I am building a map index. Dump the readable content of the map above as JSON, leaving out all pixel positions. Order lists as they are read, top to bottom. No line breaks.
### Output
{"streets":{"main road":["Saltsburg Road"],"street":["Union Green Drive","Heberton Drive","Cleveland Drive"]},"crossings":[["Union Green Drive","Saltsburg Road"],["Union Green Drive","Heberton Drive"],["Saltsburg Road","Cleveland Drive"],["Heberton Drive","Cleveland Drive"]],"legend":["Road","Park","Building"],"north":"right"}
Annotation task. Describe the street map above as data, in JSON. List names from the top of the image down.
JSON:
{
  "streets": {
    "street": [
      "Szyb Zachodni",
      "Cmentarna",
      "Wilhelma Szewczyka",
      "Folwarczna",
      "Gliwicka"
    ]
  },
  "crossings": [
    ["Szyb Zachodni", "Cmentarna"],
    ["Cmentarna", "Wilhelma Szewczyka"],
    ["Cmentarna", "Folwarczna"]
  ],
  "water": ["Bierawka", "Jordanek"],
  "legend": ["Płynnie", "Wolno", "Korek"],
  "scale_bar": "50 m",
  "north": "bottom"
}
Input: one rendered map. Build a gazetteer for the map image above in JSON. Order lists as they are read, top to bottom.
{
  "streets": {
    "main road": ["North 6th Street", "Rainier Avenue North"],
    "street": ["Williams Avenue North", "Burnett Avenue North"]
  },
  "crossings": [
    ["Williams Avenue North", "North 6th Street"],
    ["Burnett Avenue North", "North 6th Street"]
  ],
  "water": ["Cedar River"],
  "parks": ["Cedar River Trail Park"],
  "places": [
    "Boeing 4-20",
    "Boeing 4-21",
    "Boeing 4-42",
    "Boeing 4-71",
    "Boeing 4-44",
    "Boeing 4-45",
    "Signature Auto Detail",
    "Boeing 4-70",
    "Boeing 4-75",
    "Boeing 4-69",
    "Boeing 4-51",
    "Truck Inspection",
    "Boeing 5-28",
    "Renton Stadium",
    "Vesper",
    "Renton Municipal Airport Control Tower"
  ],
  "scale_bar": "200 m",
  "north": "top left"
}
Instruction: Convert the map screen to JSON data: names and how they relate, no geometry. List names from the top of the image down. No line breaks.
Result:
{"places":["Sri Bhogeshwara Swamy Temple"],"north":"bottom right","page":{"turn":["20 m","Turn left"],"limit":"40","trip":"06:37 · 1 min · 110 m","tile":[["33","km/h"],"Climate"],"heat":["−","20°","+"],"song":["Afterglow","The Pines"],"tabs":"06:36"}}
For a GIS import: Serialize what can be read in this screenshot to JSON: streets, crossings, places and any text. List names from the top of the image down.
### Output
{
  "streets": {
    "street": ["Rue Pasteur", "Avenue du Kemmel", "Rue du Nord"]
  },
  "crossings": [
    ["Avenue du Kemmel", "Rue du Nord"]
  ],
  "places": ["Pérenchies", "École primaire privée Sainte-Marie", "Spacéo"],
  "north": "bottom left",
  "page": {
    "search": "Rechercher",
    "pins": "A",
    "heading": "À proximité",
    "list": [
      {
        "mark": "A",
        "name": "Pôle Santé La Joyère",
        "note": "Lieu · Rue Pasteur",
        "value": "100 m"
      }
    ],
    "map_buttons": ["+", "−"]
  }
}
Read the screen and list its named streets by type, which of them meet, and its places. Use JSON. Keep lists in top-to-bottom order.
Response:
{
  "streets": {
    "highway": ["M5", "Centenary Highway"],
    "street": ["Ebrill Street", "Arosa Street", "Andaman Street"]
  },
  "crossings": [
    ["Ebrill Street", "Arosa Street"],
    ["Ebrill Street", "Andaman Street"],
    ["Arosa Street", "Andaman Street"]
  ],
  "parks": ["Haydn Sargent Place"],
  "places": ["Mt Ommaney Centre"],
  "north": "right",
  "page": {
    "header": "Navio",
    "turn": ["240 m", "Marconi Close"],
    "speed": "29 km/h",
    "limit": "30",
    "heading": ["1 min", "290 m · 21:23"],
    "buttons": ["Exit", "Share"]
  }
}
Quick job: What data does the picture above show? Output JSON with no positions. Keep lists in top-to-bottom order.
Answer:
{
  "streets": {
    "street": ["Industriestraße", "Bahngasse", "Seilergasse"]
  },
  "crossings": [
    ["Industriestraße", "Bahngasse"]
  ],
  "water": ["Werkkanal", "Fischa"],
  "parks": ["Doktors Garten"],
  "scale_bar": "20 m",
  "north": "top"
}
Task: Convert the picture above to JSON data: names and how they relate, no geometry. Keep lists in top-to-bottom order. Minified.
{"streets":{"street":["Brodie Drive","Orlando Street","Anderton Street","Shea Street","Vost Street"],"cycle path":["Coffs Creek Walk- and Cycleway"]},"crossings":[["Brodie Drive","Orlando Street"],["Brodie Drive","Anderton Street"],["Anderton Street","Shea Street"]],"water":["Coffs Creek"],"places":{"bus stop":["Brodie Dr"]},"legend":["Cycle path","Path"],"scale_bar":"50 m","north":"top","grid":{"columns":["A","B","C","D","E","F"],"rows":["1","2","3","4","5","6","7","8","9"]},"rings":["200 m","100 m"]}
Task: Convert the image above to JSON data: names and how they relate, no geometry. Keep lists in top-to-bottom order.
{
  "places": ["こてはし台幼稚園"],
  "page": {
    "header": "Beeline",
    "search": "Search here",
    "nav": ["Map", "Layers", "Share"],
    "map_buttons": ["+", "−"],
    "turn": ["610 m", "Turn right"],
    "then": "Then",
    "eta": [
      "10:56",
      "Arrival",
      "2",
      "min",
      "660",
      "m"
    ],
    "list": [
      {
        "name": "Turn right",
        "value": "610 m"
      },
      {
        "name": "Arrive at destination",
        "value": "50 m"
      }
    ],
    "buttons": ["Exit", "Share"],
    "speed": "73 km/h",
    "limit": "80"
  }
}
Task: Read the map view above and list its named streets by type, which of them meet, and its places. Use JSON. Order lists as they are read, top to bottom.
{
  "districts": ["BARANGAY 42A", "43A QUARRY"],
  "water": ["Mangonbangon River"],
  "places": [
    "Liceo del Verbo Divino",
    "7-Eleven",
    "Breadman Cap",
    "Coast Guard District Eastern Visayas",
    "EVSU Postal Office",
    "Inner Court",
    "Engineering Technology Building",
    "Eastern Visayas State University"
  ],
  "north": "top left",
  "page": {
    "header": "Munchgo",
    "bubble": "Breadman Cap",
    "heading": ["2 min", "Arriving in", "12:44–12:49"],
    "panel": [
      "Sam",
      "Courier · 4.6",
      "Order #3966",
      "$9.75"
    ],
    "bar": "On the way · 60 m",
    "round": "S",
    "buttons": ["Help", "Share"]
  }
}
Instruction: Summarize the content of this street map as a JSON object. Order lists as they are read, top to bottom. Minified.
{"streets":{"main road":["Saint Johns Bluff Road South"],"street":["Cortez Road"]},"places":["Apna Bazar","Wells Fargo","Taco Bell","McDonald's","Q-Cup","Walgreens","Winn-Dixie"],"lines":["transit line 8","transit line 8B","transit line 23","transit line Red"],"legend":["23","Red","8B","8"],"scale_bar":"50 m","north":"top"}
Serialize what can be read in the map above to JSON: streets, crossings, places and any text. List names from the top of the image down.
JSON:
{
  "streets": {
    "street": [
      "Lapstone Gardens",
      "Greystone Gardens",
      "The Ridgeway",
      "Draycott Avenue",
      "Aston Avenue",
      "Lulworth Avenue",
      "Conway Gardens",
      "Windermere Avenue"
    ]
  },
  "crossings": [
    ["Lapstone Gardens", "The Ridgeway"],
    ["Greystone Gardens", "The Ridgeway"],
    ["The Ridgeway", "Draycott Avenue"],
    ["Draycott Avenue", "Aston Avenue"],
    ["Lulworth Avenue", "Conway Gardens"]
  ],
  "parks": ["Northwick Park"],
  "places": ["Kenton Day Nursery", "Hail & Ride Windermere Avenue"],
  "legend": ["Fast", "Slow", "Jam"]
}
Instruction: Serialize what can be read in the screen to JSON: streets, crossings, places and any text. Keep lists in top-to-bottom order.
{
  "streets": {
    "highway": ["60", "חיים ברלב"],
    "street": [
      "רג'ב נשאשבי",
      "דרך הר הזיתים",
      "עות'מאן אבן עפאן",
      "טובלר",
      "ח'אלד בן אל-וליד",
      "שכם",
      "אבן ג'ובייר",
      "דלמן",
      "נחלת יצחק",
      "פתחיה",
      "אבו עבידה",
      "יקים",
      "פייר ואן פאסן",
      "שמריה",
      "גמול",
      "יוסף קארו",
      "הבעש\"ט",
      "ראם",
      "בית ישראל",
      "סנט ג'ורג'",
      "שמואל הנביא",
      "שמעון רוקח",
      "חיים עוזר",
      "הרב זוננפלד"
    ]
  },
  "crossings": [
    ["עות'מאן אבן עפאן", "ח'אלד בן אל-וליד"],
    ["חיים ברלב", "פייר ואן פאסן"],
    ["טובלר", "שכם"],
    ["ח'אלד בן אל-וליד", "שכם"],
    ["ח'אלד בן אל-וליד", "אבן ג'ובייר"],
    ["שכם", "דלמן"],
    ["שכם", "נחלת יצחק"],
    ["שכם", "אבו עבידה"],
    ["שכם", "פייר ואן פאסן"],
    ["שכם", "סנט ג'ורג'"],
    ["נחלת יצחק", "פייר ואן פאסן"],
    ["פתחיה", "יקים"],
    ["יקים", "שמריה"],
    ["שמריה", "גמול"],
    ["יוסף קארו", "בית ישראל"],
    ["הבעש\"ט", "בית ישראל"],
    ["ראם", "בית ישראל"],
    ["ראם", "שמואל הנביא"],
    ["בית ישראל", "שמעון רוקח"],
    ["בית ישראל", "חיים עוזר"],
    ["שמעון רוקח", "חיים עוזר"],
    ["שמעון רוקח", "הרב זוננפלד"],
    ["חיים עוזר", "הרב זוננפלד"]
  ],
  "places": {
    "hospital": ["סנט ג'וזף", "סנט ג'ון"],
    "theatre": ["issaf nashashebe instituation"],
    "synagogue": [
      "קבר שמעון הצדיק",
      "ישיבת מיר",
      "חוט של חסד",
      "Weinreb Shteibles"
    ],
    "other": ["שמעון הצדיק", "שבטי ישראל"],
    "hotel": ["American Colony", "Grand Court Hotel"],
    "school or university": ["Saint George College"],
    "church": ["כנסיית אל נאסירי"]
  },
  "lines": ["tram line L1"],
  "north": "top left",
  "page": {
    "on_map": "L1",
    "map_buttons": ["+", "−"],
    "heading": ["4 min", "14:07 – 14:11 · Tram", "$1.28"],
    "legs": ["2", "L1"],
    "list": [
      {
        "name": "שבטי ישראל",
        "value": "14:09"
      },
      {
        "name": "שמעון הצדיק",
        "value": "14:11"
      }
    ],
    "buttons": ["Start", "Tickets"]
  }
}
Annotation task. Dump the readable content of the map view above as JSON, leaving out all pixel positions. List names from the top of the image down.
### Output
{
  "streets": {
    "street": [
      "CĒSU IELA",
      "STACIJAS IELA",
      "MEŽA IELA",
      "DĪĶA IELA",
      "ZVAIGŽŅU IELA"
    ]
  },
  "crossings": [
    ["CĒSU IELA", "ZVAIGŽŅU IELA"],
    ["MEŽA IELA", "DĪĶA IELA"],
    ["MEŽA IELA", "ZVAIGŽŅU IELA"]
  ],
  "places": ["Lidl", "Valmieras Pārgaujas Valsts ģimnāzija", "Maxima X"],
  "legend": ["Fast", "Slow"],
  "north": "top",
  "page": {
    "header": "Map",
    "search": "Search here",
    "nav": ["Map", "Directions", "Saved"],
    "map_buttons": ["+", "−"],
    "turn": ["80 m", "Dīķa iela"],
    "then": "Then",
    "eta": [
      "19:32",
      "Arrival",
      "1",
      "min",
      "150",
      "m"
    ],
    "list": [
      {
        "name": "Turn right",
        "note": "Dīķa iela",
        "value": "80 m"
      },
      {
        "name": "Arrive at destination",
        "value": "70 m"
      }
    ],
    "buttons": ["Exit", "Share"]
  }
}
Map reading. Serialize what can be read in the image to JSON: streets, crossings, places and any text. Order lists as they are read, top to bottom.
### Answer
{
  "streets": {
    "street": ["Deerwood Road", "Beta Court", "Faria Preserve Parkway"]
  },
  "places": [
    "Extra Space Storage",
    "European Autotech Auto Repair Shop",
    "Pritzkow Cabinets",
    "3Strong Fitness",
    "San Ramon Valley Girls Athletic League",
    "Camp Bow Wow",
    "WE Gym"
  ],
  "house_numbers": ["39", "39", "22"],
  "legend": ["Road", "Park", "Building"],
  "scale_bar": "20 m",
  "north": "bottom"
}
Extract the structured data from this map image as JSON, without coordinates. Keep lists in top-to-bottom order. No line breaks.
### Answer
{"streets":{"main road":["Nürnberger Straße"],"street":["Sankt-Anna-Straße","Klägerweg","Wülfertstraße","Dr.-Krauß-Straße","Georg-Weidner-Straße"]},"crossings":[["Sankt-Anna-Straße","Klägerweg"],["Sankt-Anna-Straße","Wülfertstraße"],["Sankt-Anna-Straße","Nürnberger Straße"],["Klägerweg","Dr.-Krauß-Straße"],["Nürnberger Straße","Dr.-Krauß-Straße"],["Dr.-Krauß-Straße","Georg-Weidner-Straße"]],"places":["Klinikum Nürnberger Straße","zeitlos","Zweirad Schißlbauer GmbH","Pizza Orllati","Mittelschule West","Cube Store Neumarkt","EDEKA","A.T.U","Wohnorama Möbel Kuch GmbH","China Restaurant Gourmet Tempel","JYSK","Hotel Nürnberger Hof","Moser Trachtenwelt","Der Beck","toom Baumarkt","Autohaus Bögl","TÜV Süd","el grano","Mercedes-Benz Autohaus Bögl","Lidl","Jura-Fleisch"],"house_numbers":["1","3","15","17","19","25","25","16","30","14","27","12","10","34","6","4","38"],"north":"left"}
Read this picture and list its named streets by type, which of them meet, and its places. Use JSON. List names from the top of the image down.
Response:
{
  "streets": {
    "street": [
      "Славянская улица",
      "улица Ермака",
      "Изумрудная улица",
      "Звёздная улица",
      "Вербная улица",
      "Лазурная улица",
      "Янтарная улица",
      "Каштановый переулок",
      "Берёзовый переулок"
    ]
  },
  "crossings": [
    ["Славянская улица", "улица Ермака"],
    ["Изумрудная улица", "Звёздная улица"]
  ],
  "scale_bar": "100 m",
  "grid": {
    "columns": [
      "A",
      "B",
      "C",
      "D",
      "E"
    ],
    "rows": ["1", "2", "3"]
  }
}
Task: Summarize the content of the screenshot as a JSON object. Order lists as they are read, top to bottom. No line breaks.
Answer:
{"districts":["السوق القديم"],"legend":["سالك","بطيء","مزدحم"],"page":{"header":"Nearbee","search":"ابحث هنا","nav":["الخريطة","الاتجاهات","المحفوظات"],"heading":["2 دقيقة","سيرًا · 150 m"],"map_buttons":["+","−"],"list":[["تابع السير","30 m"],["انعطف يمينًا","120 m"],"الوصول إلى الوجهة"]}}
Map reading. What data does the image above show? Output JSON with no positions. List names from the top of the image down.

DIRECTIONS FOR THIS TASK — The range runs from the line with "Map reading. Serialize" up to and including the line with "Extract the structured" in the listing above; please write out exactly those lines and nothing more.

WORKED SOLUTION —
Map reading. Serialize what can be read in the image to JSON: streets, crossings, places and any text. Order lists as they are read, top to bottom.
### Answer
{
  "streets": {
    "street": ["Deerwood Road", "Beta Court", "Faria Preserve Parkway"]
  },
  "places": [
    "Extra Space Storage",
    "European Autotech Auto Repair Shop",
    "Pritzkow Cabinets",
    "3Strong Fitness",
    "San Ramon Valley Girls Athletic League",
    "Camp Bow Wow",
    "WE Gym"
  ],
  "house_numbers": ["39", "39", "22"],
  "legend": ["Road", "Park", "Building"],
  "scale_bar": "20 m",
  "north": "bottom"
}
Extract the structured data from this map image as JSON, without coordinates. Keep lists in top-to-bottom order. No line breaks.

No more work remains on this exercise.